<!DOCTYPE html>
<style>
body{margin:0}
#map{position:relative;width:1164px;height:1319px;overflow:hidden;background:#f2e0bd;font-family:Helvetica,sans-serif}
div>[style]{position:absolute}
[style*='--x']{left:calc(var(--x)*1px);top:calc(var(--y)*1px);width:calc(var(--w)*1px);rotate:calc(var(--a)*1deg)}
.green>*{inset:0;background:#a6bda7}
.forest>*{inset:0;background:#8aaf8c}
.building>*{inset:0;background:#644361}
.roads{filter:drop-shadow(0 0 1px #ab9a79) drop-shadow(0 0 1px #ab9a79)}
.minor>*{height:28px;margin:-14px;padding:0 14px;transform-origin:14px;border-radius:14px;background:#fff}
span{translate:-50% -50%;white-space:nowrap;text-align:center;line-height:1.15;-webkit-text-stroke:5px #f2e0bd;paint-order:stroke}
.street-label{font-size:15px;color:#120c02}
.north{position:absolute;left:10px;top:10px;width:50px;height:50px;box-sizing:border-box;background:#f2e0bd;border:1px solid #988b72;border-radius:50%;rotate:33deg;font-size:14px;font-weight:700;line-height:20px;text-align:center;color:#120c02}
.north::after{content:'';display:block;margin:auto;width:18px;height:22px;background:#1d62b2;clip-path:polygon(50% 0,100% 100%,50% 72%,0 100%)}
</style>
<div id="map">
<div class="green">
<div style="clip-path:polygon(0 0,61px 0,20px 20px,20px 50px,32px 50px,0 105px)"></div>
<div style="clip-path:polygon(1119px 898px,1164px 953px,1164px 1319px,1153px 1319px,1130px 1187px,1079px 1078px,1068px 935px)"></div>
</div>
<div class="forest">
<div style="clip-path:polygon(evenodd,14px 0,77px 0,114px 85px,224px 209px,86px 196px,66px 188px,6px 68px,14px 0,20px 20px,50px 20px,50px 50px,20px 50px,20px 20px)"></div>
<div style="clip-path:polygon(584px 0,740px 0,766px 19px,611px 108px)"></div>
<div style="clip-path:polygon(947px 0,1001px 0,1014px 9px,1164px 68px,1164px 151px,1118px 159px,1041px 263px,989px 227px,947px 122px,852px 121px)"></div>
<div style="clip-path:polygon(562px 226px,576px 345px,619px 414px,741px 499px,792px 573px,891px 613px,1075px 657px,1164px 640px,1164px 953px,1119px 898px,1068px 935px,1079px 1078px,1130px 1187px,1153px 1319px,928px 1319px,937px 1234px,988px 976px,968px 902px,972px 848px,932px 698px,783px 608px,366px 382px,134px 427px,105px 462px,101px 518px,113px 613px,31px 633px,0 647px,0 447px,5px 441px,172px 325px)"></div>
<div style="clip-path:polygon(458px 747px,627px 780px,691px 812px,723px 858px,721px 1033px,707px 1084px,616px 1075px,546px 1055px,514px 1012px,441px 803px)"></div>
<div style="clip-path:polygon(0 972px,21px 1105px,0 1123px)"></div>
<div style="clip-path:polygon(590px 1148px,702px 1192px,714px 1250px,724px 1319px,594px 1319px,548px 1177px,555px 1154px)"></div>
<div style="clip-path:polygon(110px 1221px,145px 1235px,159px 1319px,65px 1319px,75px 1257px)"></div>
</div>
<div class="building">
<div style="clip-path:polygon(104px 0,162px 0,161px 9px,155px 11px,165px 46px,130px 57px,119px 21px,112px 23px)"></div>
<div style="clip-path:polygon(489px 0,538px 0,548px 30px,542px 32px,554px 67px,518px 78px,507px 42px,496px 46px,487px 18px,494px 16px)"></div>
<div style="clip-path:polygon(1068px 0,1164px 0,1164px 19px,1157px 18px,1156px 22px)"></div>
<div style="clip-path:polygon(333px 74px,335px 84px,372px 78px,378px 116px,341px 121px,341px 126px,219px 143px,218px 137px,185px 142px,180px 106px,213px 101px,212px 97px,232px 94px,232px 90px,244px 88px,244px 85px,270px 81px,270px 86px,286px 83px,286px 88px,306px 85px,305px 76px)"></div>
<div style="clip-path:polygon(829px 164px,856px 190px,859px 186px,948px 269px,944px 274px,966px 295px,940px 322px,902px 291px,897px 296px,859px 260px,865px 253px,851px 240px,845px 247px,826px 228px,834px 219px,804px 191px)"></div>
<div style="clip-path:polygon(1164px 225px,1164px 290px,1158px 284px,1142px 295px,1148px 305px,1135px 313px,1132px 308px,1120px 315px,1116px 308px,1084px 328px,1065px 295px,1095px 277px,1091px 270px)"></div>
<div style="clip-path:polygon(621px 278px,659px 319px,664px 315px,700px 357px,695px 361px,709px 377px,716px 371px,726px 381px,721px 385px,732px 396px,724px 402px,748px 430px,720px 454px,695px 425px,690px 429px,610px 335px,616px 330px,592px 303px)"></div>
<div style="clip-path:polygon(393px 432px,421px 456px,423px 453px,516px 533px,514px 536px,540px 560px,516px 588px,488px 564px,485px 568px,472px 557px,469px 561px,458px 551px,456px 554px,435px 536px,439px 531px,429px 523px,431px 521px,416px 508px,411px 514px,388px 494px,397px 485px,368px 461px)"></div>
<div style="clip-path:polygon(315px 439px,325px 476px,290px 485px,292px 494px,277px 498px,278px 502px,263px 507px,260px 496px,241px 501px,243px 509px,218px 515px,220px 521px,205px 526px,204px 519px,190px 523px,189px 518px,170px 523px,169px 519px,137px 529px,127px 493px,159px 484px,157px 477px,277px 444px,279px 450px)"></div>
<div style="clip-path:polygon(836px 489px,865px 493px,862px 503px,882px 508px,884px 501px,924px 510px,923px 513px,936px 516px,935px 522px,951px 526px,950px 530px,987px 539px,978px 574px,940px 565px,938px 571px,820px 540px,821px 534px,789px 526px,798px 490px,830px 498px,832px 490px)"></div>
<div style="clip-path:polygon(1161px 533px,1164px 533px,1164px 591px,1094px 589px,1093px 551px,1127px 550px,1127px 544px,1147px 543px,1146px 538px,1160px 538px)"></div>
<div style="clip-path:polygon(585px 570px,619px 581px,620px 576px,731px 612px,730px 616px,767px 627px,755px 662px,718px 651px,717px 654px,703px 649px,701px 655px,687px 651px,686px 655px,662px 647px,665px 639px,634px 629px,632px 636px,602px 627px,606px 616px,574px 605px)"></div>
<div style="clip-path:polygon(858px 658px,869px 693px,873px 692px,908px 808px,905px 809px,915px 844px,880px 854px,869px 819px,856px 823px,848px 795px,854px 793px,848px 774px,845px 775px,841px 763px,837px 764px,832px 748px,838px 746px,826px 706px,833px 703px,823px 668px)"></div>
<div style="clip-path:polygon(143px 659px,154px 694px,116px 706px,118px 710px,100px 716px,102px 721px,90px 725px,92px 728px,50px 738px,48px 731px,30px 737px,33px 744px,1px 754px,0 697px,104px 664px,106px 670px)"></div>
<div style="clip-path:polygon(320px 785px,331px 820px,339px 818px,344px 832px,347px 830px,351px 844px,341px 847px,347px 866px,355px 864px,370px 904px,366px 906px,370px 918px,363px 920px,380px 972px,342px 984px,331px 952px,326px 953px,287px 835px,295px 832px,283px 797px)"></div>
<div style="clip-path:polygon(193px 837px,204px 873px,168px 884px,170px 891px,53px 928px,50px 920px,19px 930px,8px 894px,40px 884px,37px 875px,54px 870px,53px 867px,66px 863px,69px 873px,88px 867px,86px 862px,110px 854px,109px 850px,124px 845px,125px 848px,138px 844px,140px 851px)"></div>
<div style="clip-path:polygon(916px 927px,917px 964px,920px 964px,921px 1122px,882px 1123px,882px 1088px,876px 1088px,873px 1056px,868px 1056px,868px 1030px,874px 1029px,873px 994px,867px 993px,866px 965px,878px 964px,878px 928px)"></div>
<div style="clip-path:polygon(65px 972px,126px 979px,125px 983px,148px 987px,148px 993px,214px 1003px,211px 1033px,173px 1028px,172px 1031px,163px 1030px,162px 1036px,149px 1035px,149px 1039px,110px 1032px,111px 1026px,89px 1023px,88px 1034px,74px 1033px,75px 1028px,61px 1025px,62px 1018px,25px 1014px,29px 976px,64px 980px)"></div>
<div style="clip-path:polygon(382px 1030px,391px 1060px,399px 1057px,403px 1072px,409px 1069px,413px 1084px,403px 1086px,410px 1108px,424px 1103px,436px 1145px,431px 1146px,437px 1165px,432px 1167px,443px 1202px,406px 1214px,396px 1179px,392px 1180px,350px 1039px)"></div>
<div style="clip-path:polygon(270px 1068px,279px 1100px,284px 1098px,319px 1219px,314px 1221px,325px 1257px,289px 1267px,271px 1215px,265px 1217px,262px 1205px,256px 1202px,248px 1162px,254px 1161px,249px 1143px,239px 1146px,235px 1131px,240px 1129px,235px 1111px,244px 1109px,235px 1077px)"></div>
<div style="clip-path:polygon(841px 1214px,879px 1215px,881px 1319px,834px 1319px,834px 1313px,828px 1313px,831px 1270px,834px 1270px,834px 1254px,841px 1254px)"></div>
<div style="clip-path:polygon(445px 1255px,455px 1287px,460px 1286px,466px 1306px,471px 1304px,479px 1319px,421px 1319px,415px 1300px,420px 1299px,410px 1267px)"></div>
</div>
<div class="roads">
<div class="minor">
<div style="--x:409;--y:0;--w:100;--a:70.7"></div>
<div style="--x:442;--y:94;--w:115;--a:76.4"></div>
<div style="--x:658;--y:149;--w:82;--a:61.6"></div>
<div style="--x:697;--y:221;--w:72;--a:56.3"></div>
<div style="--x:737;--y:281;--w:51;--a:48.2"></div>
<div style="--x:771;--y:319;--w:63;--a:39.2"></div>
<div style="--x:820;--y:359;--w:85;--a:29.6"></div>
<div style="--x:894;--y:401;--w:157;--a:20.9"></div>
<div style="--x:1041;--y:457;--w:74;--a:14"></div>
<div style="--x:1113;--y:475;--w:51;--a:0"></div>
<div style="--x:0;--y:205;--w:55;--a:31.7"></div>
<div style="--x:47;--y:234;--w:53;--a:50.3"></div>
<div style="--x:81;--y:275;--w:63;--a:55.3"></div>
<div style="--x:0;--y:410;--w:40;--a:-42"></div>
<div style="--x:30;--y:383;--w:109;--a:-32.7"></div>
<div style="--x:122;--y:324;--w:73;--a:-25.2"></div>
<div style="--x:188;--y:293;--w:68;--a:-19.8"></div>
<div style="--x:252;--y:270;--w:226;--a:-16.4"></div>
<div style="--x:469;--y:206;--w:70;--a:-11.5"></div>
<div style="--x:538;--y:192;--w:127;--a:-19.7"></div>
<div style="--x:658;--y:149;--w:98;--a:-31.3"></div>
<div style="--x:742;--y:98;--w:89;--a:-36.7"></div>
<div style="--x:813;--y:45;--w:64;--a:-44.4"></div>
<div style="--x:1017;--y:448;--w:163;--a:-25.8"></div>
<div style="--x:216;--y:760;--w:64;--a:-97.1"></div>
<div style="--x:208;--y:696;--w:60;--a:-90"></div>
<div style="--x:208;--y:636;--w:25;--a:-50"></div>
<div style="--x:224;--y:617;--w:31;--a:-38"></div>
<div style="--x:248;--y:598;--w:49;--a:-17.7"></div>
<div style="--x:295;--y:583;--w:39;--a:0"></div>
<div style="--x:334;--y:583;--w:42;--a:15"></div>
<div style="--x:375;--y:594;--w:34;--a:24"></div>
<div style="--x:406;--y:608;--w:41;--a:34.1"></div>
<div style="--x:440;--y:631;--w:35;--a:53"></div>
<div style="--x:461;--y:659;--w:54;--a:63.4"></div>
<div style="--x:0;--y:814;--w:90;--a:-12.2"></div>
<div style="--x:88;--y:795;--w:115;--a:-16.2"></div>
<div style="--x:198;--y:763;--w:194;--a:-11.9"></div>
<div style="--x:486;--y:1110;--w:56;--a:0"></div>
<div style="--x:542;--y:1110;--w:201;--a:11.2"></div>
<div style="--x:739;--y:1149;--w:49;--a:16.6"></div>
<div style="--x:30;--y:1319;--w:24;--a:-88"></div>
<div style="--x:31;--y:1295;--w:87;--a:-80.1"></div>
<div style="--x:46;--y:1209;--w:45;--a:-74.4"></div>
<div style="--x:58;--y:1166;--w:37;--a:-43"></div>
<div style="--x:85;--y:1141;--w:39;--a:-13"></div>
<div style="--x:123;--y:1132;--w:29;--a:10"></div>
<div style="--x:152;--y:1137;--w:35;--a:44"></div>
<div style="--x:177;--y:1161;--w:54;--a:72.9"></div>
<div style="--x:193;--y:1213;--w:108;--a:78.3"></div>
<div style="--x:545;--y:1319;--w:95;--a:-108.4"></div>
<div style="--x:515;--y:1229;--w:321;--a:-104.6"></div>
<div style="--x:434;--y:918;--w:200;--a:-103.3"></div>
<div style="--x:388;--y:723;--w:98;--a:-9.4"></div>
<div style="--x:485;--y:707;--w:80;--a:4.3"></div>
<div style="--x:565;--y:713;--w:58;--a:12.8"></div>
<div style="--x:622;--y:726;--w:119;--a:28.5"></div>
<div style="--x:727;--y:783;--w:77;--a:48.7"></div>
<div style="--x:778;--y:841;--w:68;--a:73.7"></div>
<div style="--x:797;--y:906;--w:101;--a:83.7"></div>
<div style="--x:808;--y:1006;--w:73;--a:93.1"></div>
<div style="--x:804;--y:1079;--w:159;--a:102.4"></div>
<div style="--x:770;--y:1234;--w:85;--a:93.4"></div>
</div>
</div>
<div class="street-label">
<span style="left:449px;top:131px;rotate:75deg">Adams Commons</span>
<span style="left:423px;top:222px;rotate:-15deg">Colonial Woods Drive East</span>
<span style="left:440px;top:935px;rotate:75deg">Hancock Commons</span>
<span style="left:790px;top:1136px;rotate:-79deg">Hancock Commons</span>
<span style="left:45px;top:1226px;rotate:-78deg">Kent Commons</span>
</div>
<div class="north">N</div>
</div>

◆ Your objective ◆
Please output an exact copy of the lines above, from the opening line of the data down to the line that contains "1px #ab9a79) drop-shadow(0".

◆ Solved exercise ◆
<!DOCTYPE html>
<style>
body{margin:0}
#map{position:relative;width:1164px;height:1319px;overflow:hidden;background:#f2e0bd;font-family:Helvetica,sans-serif}
div>[style]{position:absolute}
[style*='--x']{left:calc(var(--x)*1px);top:calc(var(--y)*1px);width:calc(var(--w)*1px);rotate:calc(var(--a)*1deg)}
.green>*{inset:0;background:#a6bda7}
.forest>*{inset:0;background:#8aaf8c}
.building>*{inset:0;background:#644361}
.roads{filter:drop-shadow(0 0 1px #ab9a79) drop-shadow(0 0 1px #ab9a79)}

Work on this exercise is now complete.